Adolescencia: confidencialidad y equilibrio
La terapia con adolescentes presenta un reto añadido: mantener la confidencialidad mientras se informa a los padres sobre lo esencial. Dangerfield recuerda que, si el menor no se siente seguro para hablar, la terapia pierde su sentido. Pero también aclara que, si hay riesgos para su integridad, el profesional debe intervenir y comunicarse con los adultos responsables.
No se trata de ocultar información, sino de establecer límites claros y de saber cómo comunicar las cosas tanto al menor como a sus padres. Esa capacidad del terapeuta para mediar es clave para no romper el vínculo de confianza con ninguna de las partes.
Cuando la falta de comunicación daña el proceso
Algunos padres, como Belén, madre separada de un adolescente de 15 años, se han sentido excluidos por completo del proceso terapéutico. La falta de contacto con el profesional, decisiones tomadas sin su conocimiento y diagnósticos discutidos solo con uno de los progenitores pueden generar desconfianza y dificultar el avance del tratamiento.
Por eso es importante que el terapeuta mantenga un canal de comunicación abierto y equilibrado con ambos tutores legales, siempre adaptando la información al grado de madurez del menor y al contexto familiar.
Señales de alerta: ¿apoyamos o entorpecemos?
Una señal clara de que algo no va bien es cuando el menor se siente dividido entre su familia y su terapeuta. Frases como “¿tú quieres que vaya?” o “si tú no quieres, no voy” indican que está atrapado en un conflicto de lealtades.
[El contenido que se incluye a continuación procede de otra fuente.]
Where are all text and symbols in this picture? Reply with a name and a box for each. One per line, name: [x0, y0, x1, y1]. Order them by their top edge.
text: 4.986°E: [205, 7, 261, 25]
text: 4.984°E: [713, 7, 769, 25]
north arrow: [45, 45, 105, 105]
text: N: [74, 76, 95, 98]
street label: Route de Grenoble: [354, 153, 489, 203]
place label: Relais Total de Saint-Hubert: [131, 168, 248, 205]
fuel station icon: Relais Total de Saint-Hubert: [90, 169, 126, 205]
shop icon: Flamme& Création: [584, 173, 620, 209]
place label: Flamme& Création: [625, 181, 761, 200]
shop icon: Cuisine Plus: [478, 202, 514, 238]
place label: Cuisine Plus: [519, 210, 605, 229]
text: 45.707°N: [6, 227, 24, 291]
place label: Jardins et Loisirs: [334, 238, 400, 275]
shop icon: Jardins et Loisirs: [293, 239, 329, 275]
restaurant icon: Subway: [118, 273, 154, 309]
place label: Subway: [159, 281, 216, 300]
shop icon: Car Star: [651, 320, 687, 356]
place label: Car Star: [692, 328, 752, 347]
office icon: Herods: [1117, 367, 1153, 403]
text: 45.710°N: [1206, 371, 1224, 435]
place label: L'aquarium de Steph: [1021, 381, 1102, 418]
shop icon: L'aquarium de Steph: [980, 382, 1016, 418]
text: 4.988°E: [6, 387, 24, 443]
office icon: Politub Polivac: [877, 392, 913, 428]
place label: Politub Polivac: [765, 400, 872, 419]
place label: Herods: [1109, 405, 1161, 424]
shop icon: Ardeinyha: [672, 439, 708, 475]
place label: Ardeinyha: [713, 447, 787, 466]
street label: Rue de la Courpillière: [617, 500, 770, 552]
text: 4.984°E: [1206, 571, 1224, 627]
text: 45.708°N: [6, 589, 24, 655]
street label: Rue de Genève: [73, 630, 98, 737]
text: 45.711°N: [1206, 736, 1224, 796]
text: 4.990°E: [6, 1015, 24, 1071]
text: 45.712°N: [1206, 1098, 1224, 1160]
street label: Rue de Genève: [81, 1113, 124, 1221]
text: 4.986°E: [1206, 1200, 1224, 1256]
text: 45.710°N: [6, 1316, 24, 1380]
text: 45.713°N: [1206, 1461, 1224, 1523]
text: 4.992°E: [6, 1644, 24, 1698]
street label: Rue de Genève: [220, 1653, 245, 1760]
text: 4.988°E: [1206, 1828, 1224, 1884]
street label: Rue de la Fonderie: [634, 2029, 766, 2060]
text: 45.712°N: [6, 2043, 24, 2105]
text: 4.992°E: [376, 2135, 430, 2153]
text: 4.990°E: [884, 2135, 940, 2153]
En estos casos, la ambivalencia emocional puede obstaculizar seriamente el trabajo terapéutico.
Malberg recomienda a los padres hablar con sinceridad sobre lo que sienten que está funcionando y lo que no. La desconfianza, si se expresa con respeto, también debe ser escuchada y validada por el profesional. No se trata de juzgar, sino de construir una alianza sólida.
Elegir bien al profesional y construir una alianza
El vínculo entre familia y terapeuta no debe limitarse a la logística de las sesiones. Lo ideal es que los padres puedan expresar sin miedo sus preocupaciones, incluso las más incómodas, como “no me gusta cómo se comporta mi hijo” o “no entiendo qué está pasando”.
Por eso es recomendable hablar con el terapeuta antes de empezar: conocer su enfoque, preguntar qué espera de las sesiones, cómo se gestionará la información y qué papel tendrán los padres. Una buena relación profesional se basa en la transparencia y la colaboración desde el inicio.
Conclusión
Acompañar a un hijo en terapia no significa invadir su espacio, sino aprender a estar presentes de forma respetuosa y comprometida. La psicoterapia infantil o adolescente puede ser una gran oportunidad no solo para ayudar al menor, sino para que toda la familia se transforme y crezca emocionalmente.
Cuando los padres se implican, escuchan, preguntan y también se dejan guiar, el proceso terapéutico se convierte en una experiencia verdaderamente reparadora y profunda. Porque en salud mental, el cambio no empieza solo en el niño, sino en el sistema del que forma parte.